# Thread: Logarithm Complex Number Help!

1. ## Logarithm Complex Number Help!

If i = $\displaystyle sqrt(-1)$, find the value of the sum $\displaystyle ilog1 + i^2log2 + ... + i^nlog(n) + ... + (i^10)log10$

2. ## Re: Logarithm Complex Number Help!

Originally Posted by Espionage
If i = $\displaystyle sqrt(-1)$, find the value of the sum $\displaystyle ilog1 + i^2log2 + ... + i^nlog(n) + ... + (i^10)log10$
Have a look at this.

Because $\displaystyle \log(1)=0$ we start the sum index with $\displaystyle k=2$

3. ## Re: Logarithm Complex Number Help!

$\displaystyle i^2= -1$, $\displaystyle i^3= -i$, and $\displaystyle i^4= 1$. That is, $\displaystyle i^n$ is "periodic" with period 4. Your sum is
-log(2)- ilog(3)+ log(4)+ i log(5)- log(6)- ilog(7)+ log(8)+ i log(9)- log(10)= -(log(2)- log(4)- log(6)+ log(8)- log(10))- i(log(3)- log(5)- log(7)+ log(9))
$\displaystyle = log\left(\frac{32}{240}\right)- i log\left(\frac{27}{35}\right)= log\left(\frac{2}{15}\right)- i log\left(\frac{27}{35}\right)$.

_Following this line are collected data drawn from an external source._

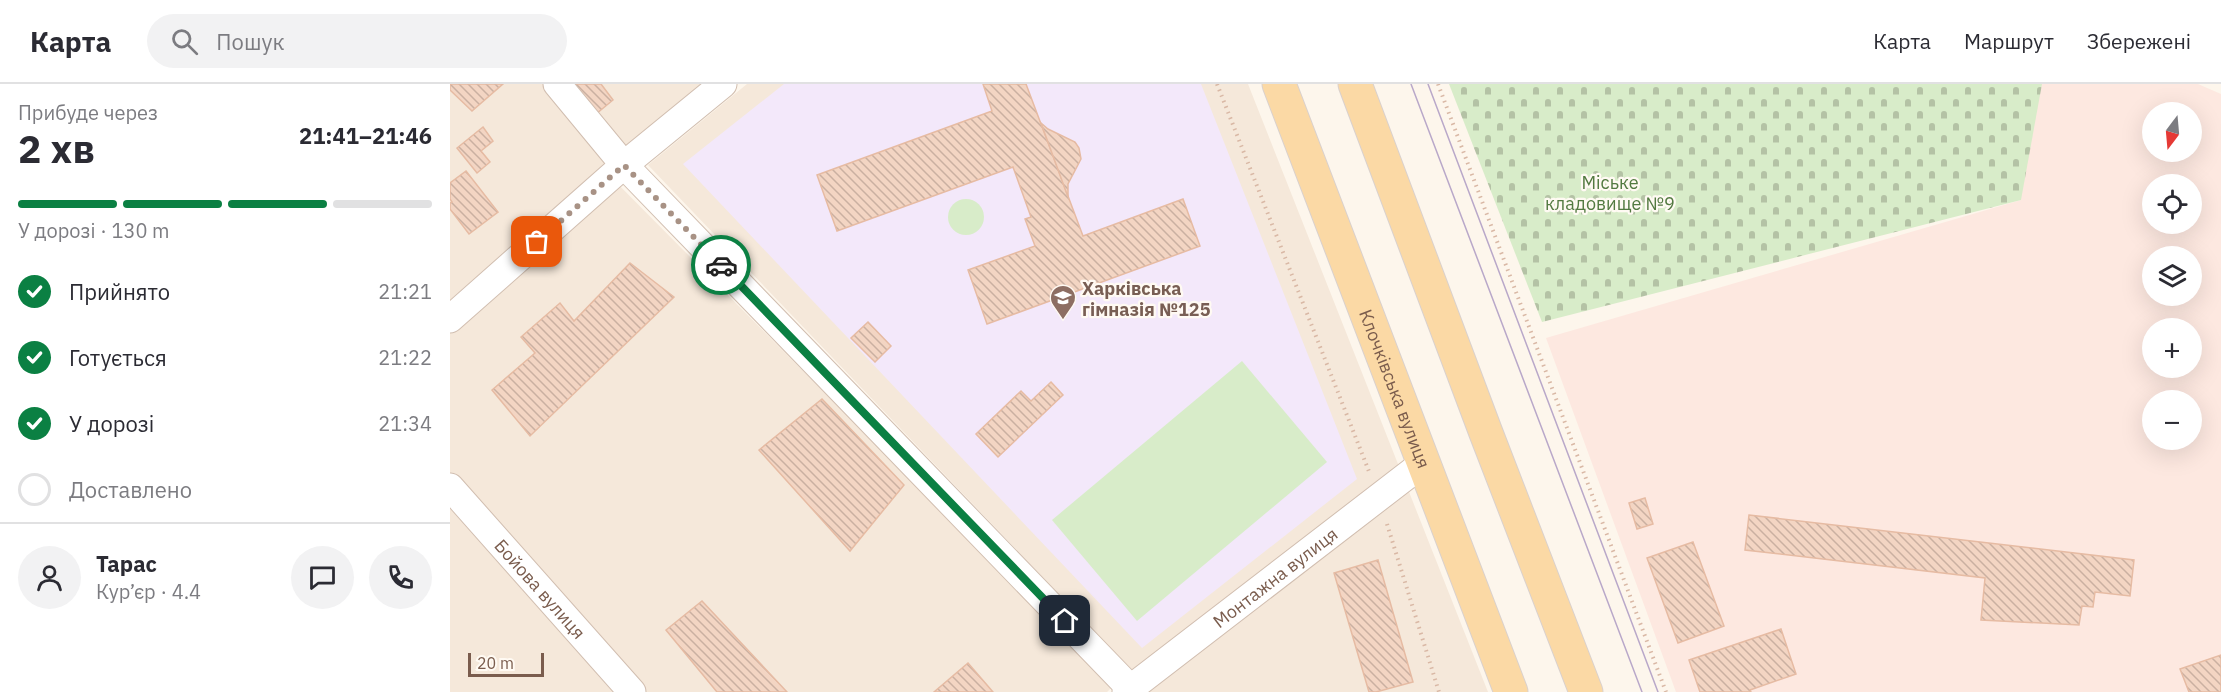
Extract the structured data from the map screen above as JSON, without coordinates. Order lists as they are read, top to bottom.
{
  "streets": {
    "main road": ["Клочківська вулиця"],
    "street": ["Монтажна вулиця", "Бойова вулиця"]
  },
  "crossings": [
    ["Клочківська вулиця", "Монтажна вулиця"]
  ],
  "parks": ["Міське кладовище №9"],
  "places": {
    "school or university": ["Харківська гімназія №125"]
  },
  "scale_bar": "20 m",
  "north": "bottom",
  "page": {
    "header": "Карта",
    "search": "Пошук",
    "nav": ["Карта", "Маршрут", "Збережені"],
    "heading": ["2 хв", "Прибуде через", "21:41–21:46"],
    "panel": ["Тарас", "Кур’єр · 4.4"],
    "map_buttons": ["+", "−"],
    "bar": "У дорозі · 130 m",
    "list": [
      ["Прийнято", "21:21"],
      ["Готується", "21:22"],
      ["У дорозі", "21:34"],
      "Доставлено"
    ],
    "scale": "20 m"
  }
}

4. ## Re: Logarithm Complex Number Help!

Originally Posted by HallsofIvy
$\displaystyle i^2= -1$, $\displaystyle i^3= -i$, and $\displaystyle i^4= 1$. That is, $\displaystyle i^n$ is "periodic" with period 4. Your sum is
-log(2)- ilog(3)+ log(4)+ i log(5)- log(6)- ilog(7)+ log(8)+ i log(9)- log(10)= -(log(2)- log(4)- log(6)+ log(8)- log(10))- i(log(3)- log(5)- log(7)+ log(9))
$\displaystyle = log\left(\frac{32}{240}\right)- i log\left(\frac{27}{35}\right)= log\left(\frac{2}{15}\right)- i log\left(\frac{27}{35}\right)$.
Compare this reply with the wolframalpha's result.

Note that $\displaystyle \log \left( {\frac{{15}}{2}} \right) = - \log \left( {\frac{2}{{15}}} \right)$.

But I have no idea where $\displaystyle \log\left(\frac{27}{35}\right)$ comes from?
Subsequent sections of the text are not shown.